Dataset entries
......

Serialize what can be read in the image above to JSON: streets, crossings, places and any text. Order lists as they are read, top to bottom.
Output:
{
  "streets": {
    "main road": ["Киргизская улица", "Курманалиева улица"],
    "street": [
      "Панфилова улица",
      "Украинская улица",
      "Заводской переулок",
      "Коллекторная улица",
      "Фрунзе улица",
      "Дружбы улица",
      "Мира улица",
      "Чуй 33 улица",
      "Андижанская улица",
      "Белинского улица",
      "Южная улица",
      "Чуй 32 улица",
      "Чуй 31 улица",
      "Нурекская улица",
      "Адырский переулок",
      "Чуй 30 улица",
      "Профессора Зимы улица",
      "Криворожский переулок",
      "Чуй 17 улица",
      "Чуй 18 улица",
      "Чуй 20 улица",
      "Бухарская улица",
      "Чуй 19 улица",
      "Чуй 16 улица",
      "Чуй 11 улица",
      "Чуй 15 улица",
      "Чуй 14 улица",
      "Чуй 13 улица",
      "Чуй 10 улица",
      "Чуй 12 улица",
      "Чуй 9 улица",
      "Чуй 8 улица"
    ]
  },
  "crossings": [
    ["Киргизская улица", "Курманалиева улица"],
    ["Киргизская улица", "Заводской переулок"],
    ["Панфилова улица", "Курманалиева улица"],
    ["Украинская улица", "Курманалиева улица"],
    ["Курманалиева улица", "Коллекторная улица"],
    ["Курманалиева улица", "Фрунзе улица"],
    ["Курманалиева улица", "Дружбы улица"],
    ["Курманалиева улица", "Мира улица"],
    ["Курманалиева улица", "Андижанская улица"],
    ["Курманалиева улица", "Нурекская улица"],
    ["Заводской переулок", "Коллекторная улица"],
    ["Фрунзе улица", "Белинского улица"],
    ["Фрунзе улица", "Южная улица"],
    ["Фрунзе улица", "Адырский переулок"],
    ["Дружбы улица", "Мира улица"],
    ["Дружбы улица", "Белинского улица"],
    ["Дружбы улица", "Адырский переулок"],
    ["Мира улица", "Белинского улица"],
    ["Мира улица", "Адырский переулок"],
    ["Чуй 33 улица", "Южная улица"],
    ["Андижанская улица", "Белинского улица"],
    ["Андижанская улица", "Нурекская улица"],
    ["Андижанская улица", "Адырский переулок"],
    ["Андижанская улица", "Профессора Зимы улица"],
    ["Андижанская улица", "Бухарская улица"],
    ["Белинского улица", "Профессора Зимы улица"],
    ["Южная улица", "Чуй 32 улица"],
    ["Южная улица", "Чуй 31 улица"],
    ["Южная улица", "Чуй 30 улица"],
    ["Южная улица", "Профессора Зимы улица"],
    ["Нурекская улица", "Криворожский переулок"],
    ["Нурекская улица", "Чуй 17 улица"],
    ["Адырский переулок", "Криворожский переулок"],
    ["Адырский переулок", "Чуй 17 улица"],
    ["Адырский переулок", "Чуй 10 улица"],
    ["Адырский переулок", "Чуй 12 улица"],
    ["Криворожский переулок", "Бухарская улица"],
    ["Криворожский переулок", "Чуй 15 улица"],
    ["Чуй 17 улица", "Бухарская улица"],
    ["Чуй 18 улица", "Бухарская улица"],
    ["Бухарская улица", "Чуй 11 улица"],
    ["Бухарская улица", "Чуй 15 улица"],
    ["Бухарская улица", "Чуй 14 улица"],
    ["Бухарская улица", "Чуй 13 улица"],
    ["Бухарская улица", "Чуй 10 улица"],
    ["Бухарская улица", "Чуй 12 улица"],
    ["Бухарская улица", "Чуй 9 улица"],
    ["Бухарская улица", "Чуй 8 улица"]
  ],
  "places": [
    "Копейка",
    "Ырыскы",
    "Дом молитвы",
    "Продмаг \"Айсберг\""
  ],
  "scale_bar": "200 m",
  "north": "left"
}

......

- EXERCISE AIM -
Output the records above in full, with nothing altered.

- RESPONSE TO THIS TASK -
Serialize what can be read in the image above to JSON: streets, crossings, places and any text. Order lists as they are read, top to bottom.
Output:
{
  "streets": {
    "main road": ["Киргизская улица", "Курманалиева улица"],
    "street": [
      "Панфилова улица",
      "Украинская улица",
      "Заводской переулок",
      "Коллекторная улица",
      "Фрунзе улица",
      "Дружбы улица",
      "Мира улица",
      "Чуй 33 улица",
      "Андижанская улица",
      "Белинского улица",
      "Южная улица",
      "Чуй 32 улица",
      "Чуй 31 улица",
      "Нурекская улица",
      "Адырский переулок",
      "Чуй 30 улица",
      "Профессора Зимы улица",
      "Криворожский переулок",
      "Чуй 17 улица",
      "Чуй 18 улица",
      "Чуй 20 улица",
      "Бухарская улица",
      "Чуй 19 улица",
      "Чуй 16 улица",
      "Чуй 11 улица",
      "Чуй 15 улица",
      "Чуй 14 улица",
      "Чуй 13 улица",
      "Чуй 10 улица",
      "Чуй 12 улица",
      "Чуй 9 улица",
      "Чуй 8 улица"
    ]
  },
  "crossings": [
    ["Киргизская улица", "Курманалиева улица"],
    ["Киргизская улица", "Заводской переулок"],
    ["Панфилова улица", "Курманалиева улица"],
    ["Украинская улица", "Курманалиева улица"],
    ["Курманалиева улица", "Коллекторная улица"],
    ["Курманалиева улица", "Фрунзе улица"],
    ["Курманалиева улица", "Дружбы улица"],
    ["Курманалиева улица", "Мира улица"],
    ["Курманалиева улица", "Андижанская улица"],
    ["Курманалиева улица", "Нурекская улица"],
    ["Заводской переулок", "Коллекторная улица"],
    ["Фрунзе улица", "Белинского улица"],
    ["Фрунзе улица", "Южная улица"],
    ["Фрунзе улица", "Адырский переулок"],
    ["Дружбы улица", "Мира улица"],
    ["Дружбы улица", "Белинского улица"],
    ["Дружбы улица", "Адырский переулок"],
    ["Мира улица", "Белинского улица"],
    ["Мира улица", "Адырский переулок"],
    ["Чуй 33 улица", "Южная улица"],
    ["Андижанская улица", "Белинского улица"],
    ["Андижанская улица", "Нурекская улица"],
    ["Андижанская улица", "Адырский переулок"],
    ["Андижанская улица", "Профессора Зимы улица"],
    ["Андижанская улица", "Бухарская улица"],
    ["Белинского улица", "Профессора Зимы улица"],
    ["Южная улица", "Чуй 32 улица"],
    ["Южная улица", "Чуй 31 улица"],
    ["Южная улица", "Чуй 30 улица"],
    ["Южная улица", "Профессора Зимы улица"],
    ["Нурекская улица", "Криворожский переулок"],
    ["Нурекская улица", "Чуй 17 улица"],
    ["Адырский переулок", "Криворожский переулок"],
    ["Адырский переулок", "Чуй 17 улица"],
    ["Адырский переулок", "Чуй 10 улица"],
    ["Адырский переулок", "Чуй 12 улица"],
    ["Криворожский переулок", "Бухарская улица"],
    ["Криворожский переулок", "Чуй 15 улица"],
    ["Чуй 17 улица", "Бухарская улица"],
    ["Чуй 18 улица", "Бухарская улица"],
    ["Бухарская улица", "Чуй 11 улица"],
    ["Бухарская улица", "Чуй 15 улица"],
    ["Бухарская улица", "Чуй 14 улица"],
    ["Бухарская улица", "Чуй 13 улица"],
    ["Бухарская улица", "Чуй 10 улица"],
    ["Бухарская улица", "Чуй 12 улица"],
    ["Бухарская улица", "Чуй 9 улица"],
    ["Бухарская улица", "Чуй 8 улица"]
  ],
  "places": [
    "Копейка",
    "Ырыскы",
    "Дом молитвы",
    "Продмаг \"Айсберг\""
  ],
  "scale_bar": "200 m",
  "north": "left"
}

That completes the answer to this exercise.